The project ACXIS brings together the expertise in X-ray cargo inspection of leading research centres in Germany, France and Switzerland, the major European supplier for cargo inspection systems, a research and development organisation focusing on training of X-ray inspection officers, and Customs administrations of the Netherlands and Switzerland. The main objectives of this project are to implement a manufacturer independent reference database for X-ray images of illegal and legal cargo, to develop procedures and algorithms in order to uniform X-ray images of different cargo scanners, to develop a training simulator for inspection officers and a toolbox enclosing several assisted / automated identification techniques for potentially illegal cargo. Historic images of real detections, images of illegal cargo mock-ups as well as images of legitimate cargo will be integrated into the reference database.
ACXIS – Improved inspection procedures
Effective and efficient border controls are essential in today’s world of trade and the threats that exist to our societies. Customs administrations are responsible for the enforcement of the fiscal integrity and security of the movements of goods across these borders. At the same time, Customs administrations are expected to make a contribution to the economic competitiveness of the nation they represent. The increasing amounts of goods that pass their checkpoints require innovative inspection procedures. Automatic detection at border controls plays an important role in the vision of the Customs administration of the Netherlands and the Federal Customs administration of Switzerland.
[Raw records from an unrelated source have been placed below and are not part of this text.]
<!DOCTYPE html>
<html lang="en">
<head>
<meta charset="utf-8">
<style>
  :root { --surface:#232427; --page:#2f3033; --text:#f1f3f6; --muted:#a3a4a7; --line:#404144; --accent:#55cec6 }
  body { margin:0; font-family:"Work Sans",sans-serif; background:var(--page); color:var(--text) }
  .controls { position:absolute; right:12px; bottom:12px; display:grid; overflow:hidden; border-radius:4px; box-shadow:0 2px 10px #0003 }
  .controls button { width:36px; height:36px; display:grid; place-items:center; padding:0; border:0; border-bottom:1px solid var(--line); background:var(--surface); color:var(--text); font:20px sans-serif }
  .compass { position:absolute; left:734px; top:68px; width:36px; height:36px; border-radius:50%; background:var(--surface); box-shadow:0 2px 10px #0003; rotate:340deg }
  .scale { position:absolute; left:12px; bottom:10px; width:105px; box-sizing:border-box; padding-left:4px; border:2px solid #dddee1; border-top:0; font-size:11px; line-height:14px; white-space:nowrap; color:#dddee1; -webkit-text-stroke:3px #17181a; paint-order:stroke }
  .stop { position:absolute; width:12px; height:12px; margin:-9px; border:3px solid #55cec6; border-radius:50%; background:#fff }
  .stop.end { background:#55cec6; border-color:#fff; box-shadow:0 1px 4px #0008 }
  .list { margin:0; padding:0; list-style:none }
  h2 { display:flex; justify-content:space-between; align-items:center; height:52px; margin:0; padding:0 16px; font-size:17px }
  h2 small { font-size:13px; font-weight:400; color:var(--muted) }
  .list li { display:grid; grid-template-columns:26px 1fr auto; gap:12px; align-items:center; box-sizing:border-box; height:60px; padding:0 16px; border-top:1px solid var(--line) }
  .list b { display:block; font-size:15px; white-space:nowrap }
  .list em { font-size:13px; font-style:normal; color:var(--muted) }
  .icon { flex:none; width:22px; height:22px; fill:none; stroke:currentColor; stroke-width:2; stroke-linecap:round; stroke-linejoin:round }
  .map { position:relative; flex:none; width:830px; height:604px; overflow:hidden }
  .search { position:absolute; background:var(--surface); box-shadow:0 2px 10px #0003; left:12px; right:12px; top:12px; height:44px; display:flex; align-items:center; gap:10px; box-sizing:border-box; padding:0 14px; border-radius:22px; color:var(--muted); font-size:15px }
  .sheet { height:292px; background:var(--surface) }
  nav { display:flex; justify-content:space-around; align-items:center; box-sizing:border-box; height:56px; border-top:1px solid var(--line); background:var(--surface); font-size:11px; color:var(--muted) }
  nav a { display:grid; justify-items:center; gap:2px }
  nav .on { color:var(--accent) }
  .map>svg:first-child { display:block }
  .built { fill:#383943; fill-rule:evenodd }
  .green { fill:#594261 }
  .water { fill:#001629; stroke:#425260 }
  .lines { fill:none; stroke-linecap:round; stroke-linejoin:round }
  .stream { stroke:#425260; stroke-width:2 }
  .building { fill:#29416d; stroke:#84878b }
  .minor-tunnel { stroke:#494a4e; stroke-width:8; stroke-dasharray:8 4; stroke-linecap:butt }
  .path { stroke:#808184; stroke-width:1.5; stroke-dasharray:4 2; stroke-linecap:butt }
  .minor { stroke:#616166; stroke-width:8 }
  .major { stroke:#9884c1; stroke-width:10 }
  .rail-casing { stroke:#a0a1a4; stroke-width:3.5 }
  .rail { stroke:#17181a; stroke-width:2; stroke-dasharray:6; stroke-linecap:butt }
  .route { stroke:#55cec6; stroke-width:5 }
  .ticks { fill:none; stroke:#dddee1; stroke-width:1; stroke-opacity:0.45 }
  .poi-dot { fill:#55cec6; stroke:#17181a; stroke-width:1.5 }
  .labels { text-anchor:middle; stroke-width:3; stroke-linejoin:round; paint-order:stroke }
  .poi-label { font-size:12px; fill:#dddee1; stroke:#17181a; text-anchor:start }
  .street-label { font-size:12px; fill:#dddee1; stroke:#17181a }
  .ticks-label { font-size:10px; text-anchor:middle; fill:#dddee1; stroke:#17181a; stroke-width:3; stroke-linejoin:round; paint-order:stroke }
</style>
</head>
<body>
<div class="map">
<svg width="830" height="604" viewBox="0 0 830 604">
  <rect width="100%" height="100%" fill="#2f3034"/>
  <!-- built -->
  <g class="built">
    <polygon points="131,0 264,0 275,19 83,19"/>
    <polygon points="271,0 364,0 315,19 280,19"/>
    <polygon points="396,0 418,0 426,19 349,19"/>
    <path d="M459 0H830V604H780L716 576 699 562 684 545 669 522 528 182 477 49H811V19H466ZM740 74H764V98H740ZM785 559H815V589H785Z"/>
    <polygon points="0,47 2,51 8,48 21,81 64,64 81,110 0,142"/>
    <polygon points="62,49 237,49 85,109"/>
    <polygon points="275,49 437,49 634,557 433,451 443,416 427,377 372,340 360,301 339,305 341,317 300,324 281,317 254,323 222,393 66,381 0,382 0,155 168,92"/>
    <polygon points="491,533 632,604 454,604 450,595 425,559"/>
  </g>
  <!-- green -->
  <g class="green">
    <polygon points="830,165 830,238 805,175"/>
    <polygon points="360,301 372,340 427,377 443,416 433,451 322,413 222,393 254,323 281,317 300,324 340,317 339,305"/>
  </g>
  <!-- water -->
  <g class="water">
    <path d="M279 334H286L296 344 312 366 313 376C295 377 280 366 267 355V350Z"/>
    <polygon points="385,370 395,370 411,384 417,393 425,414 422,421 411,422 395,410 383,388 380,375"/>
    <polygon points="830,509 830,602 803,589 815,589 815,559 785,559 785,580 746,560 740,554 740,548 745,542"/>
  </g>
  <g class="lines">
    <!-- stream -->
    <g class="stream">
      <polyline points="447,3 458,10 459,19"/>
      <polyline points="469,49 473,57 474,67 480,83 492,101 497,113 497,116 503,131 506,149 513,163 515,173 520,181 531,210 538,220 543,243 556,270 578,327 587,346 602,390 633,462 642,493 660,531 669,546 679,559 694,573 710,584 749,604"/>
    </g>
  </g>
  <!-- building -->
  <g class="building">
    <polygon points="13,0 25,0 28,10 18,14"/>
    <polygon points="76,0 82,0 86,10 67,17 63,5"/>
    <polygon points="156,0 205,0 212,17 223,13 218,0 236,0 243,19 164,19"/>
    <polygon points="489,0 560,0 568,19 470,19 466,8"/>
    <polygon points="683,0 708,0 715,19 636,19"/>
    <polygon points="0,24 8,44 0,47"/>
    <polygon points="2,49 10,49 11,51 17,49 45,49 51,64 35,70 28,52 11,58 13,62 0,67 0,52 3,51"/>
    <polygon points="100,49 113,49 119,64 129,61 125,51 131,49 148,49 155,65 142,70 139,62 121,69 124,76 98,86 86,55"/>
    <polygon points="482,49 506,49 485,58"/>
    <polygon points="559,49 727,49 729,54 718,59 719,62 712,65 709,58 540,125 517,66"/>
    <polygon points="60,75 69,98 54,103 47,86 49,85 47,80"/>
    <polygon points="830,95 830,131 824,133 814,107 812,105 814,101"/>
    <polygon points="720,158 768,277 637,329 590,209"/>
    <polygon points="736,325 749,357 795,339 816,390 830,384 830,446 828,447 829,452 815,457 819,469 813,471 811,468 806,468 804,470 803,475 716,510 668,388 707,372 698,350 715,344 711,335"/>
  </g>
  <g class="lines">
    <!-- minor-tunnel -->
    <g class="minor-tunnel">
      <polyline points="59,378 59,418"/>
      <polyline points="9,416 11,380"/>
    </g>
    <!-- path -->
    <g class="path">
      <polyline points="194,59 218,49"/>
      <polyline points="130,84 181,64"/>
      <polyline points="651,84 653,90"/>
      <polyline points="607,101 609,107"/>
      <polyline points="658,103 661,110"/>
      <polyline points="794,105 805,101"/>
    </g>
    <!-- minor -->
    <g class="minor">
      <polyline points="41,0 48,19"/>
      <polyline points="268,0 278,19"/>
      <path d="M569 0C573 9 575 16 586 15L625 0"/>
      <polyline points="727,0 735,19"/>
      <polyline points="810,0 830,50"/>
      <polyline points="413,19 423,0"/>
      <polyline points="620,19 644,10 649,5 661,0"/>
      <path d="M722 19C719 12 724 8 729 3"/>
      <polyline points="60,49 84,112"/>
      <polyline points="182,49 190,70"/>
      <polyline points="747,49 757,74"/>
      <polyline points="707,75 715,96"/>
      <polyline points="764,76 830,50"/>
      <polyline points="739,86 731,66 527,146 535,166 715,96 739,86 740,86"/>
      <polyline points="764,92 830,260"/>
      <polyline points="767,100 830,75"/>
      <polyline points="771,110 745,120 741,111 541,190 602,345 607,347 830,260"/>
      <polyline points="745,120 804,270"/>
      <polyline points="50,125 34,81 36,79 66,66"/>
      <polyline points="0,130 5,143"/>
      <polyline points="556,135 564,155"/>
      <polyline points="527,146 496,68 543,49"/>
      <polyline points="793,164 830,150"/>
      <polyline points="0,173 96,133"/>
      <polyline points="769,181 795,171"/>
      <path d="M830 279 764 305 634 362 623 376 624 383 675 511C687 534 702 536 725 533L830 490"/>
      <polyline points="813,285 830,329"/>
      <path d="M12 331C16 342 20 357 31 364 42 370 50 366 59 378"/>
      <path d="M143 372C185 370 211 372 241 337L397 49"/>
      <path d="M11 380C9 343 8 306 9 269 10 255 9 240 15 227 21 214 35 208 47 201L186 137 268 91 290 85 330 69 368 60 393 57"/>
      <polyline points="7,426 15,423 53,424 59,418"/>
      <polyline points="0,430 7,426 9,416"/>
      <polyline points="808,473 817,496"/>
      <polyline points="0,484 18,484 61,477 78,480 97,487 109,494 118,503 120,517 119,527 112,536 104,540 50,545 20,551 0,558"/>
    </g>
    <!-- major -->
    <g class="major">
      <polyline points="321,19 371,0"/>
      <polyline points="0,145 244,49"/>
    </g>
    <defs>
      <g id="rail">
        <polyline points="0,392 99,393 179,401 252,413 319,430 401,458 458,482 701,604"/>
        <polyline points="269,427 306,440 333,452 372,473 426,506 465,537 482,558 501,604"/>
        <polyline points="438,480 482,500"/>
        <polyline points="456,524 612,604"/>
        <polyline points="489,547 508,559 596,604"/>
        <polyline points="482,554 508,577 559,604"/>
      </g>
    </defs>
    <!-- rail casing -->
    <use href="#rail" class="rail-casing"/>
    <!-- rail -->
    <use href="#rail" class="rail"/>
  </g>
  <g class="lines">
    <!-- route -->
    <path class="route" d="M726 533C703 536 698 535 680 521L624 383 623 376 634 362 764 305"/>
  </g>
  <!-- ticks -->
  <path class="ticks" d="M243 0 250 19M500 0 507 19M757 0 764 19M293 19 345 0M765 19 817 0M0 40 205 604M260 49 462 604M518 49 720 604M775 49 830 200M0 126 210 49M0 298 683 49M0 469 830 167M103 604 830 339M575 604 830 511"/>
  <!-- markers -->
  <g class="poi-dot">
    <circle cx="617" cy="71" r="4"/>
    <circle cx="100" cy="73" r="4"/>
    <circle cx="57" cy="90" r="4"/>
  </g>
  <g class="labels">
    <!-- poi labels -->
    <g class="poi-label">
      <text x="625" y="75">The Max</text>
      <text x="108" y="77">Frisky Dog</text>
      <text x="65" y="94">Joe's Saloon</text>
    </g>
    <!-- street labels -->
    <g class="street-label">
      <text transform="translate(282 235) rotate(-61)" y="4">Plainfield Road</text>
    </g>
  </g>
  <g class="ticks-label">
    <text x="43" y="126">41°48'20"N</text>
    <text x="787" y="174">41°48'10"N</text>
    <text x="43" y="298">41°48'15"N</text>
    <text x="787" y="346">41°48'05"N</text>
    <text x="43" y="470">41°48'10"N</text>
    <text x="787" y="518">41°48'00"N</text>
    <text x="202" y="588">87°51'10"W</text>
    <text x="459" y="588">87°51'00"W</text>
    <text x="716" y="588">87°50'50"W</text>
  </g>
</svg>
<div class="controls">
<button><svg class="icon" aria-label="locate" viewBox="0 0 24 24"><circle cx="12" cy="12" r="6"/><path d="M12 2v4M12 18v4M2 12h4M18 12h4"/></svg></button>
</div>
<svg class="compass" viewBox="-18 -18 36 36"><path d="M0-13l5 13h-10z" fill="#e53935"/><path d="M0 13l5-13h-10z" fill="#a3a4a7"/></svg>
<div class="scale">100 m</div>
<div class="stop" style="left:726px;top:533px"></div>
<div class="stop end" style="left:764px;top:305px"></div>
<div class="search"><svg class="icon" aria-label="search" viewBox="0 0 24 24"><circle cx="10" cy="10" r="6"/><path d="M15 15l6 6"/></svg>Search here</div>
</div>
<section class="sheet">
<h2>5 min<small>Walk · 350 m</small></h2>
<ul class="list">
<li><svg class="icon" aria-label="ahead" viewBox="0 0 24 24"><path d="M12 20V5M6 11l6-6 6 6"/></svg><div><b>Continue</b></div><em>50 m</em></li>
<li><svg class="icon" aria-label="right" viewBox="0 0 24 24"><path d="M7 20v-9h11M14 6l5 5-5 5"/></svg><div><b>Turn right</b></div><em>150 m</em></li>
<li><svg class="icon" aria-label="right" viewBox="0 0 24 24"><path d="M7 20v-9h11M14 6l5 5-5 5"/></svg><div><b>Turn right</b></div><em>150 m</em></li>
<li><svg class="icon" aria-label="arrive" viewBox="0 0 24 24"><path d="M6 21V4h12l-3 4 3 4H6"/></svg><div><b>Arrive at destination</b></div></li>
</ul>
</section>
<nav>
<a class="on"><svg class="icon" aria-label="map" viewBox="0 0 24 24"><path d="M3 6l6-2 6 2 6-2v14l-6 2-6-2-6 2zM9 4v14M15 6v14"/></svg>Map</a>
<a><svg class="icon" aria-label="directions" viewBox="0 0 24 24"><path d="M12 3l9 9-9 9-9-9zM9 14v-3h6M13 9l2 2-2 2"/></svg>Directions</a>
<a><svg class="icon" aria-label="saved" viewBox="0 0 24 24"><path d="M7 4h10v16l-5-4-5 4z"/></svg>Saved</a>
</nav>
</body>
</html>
ACXIS develops automated target recognition (ATR) functions to analyse images issued from X-ray scans of cargo shipments inspected at land, air or sea border crossing points. With the new procedures proposed by the ACXIS project, the Customs officers will carry out the inspection helped by ATR functions available on-demand. They will be able to annotate the results and to share them with other agencies, through a secure system. The X-ray data will be converted into a standardized format, and stored in a database, along with the results of the ATRs and other annotations (Fig. 1). This standardization allows comparisons between scans from X-ray machines of different manufacturers and models. The database is loaded with a large array of reference material, and new scans are continuously integrated.